A groundbreaking medical milestone has been achieved in Australia, as the first woman in the country has given birth to a baby from a transplanted uterus. Kirsty Bryant, from Coffs Harbour on the NSW Mid North Coast, underwent a 16-hour surgery in January to receive a uterus donated by her mother as part of a research trial. Just three months later, she fell pregnant, and on December 15, baby Henry arrived safely via caesarean section at the Royal Hospital for Women in Sydney. Weighing a healthy 2.9 kilograms, Henry is a testament to the success of the uterus transplant procedure.
This achievement provides hope for women facing uterine factor infertility, a condition where they are unable to conceive due to the absence or dysfunction of a uterus.
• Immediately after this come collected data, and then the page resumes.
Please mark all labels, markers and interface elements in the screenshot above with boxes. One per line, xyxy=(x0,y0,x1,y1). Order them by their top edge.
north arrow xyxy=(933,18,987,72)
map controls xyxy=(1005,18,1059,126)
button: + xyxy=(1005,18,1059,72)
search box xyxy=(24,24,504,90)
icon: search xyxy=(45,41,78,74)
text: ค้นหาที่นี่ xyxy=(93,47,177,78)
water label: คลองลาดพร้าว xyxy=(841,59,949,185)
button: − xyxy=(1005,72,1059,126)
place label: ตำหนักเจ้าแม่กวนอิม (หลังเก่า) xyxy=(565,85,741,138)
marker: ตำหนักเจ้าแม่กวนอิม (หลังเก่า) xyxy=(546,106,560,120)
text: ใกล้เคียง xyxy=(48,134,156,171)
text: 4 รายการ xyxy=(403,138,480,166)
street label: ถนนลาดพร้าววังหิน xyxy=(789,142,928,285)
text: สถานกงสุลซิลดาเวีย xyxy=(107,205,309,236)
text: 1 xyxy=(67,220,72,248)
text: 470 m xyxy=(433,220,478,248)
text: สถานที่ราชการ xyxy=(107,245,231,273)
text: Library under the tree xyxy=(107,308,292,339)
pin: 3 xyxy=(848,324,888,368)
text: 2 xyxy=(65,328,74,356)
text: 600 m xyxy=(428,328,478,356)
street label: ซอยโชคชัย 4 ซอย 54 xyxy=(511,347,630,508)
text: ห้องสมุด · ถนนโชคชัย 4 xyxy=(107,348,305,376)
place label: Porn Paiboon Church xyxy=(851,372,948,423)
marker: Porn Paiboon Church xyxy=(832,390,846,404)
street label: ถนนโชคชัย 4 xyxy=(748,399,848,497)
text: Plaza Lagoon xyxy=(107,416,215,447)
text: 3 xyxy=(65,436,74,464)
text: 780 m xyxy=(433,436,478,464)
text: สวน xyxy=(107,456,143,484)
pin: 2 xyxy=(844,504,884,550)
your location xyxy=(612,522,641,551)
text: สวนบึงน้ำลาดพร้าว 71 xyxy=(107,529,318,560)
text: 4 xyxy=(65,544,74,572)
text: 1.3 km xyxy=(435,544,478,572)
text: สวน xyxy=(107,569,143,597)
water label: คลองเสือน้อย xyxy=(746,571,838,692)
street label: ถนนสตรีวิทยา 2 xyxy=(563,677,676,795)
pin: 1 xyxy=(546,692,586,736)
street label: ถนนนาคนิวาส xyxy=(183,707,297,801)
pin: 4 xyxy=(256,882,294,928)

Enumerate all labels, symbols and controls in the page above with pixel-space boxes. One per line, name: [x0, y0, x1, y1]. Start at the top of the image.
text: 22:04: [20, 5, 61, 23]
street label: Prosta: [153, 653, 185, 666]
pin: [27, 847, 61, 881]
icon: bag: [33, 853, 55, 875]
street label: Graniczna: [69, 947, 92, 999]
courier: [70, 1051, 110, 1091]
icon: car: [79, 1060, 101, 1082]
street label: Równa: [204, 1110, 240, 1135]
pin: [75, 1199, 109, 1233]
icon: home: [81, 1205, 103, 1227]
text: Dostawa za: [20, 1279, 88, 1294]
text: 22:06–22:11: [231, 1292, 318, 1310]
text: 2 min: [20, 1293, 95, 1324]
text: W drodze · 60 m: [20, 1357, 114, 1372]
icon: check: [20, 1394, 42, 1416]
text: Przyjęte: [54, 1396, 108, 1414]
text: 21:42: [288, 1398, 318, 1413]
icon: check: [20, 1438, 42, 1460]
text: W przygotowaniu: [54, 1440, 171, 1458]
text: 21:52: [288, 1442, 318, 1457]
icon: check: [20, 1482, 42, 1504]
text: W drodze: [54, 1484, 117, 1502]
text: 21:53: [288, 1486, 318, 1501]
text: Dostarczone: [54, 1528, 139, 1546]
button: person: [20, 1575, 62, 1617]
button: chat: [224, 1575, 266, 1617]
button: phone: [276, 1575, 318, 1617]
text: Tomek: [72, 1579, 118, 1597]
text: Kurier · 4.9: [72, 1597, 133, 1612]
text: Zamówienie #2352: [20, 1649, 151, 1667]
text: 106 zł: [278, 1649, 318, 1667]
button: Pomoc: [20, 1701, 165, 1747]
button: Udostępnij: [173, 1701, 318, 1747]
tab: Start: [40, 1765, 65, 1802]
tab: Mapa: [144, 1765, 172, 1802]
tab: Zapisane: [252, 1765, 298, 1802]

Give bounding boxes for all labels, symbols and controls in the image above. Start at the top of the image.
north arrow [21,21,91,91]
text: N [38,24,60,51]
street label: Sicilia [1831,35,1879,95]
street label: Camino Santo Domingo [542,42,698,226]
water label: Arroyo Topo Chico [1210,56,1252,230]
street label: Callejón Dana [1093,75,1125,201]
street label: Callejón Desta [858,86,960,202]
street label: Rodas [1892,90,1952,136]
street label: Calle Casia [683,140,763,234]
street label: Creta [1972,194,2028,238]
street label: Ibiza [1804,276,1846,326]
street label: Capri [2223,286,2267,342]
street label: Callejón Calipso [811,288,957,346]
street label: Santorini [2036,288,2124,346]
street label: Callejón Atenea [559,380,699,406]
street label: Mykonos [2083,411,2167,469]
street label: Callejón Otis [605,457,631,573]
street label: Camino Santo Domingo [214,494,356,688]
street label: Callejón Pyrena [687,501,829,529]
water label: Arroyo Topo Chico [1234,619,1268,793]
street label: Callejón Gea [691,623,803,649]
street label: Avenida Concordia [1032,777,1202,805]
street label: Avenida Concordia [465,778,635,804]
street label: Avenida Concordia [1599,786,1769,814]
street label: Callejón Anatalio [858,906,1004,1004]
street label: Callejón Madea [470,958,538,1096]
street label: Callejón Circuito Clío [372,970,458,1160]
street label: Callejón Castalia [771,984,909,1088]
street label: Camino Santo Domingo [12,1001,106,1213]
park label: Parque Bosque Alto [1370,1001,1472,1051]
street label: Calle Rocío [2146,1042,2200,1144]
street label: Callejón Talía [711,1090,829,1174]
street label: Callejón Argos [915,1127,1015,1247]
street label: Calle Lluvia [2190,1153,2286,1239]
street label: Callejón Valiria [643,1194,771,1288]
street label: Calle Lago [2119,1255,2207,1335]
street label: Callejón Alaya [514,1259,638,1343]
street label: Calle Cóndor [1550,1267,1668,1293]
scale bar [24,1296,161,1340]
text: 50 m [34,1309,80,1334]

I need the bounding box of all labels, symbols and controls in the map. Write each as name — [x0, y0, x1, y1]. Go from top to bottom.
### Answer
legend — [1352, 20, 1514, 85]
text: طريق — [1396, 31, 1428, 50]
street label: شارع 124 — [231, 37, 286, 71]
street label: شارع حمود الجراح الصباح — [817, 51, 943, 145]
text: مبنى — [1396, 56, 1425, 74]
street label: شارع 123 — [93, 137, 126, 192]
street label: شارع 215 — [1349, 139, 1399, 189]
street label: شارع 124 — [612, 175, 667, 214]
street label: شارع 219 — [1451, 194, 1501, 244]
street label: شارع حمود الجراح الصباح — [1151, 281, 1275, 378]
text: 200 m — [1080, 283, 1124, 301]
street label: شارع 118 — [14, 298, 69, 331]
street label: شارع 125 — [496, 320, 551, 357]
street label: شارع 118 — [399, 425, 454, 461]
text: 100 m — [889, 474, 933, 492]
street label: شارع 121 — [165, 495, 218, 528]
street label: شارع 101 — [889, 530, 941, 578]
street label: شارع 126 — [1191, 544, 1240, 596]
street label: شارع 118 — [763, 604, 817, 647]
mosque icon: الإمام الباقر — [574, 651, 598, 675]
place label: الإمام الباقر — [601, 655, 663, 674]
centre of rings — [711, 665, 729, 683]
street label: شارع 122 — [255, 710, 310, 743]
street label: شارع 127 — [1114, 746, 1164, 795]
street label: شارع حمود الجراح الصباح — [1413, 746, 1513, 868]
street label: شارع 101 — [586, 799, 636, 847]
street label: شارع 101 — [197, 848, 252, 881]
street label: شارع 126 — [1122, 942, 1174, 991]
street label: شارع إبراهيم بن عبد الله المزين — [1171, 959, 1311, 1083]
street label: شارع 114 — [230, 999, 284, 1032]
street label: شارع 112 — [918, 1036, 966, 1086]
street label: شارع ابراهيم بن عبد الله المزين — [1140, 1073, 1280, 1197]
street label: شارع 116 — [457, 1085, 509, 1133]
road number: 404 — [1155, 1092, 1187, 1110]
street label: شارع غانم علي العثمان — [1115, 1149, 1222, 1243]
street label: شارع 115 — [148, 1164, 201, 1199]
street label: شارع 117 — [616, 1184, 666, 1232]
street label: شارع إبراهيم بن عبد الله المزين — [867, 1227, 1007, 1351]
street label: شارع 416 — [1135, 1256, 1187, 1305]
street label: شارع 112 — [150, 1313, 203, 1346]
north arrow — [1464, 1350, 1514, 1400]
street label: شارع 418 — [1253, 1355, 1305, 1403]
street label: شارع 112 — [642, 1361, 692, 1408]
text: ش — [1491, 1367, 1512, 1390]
Medical experts, including Dr. Rebecca Deans and Swedish surgeon Mats Brännström, who performed the original uterine transplant, believe that this breakthrough can offer an alternative to adoption or surrogacy for these women. The success of this trial, which marks the culmination of 25 years of collaborative research, opens up the possibility for more women in Australia to access this treatment option in the future.
Since Ms. Bryant’s surgery, two more women have undergone uterus transplants at the Royal Hospital for Women, with one of them now pregnant. The hospital has approval for six uterus transplant surgeries as part of the ongoing clinical trial, which is expected to continue for the next three years. As this medical breakthrough continues to pave the way for more women to conceive and have children, the hope is that one day, the public health sector in Australia will provide access to this treatment option for all women in need.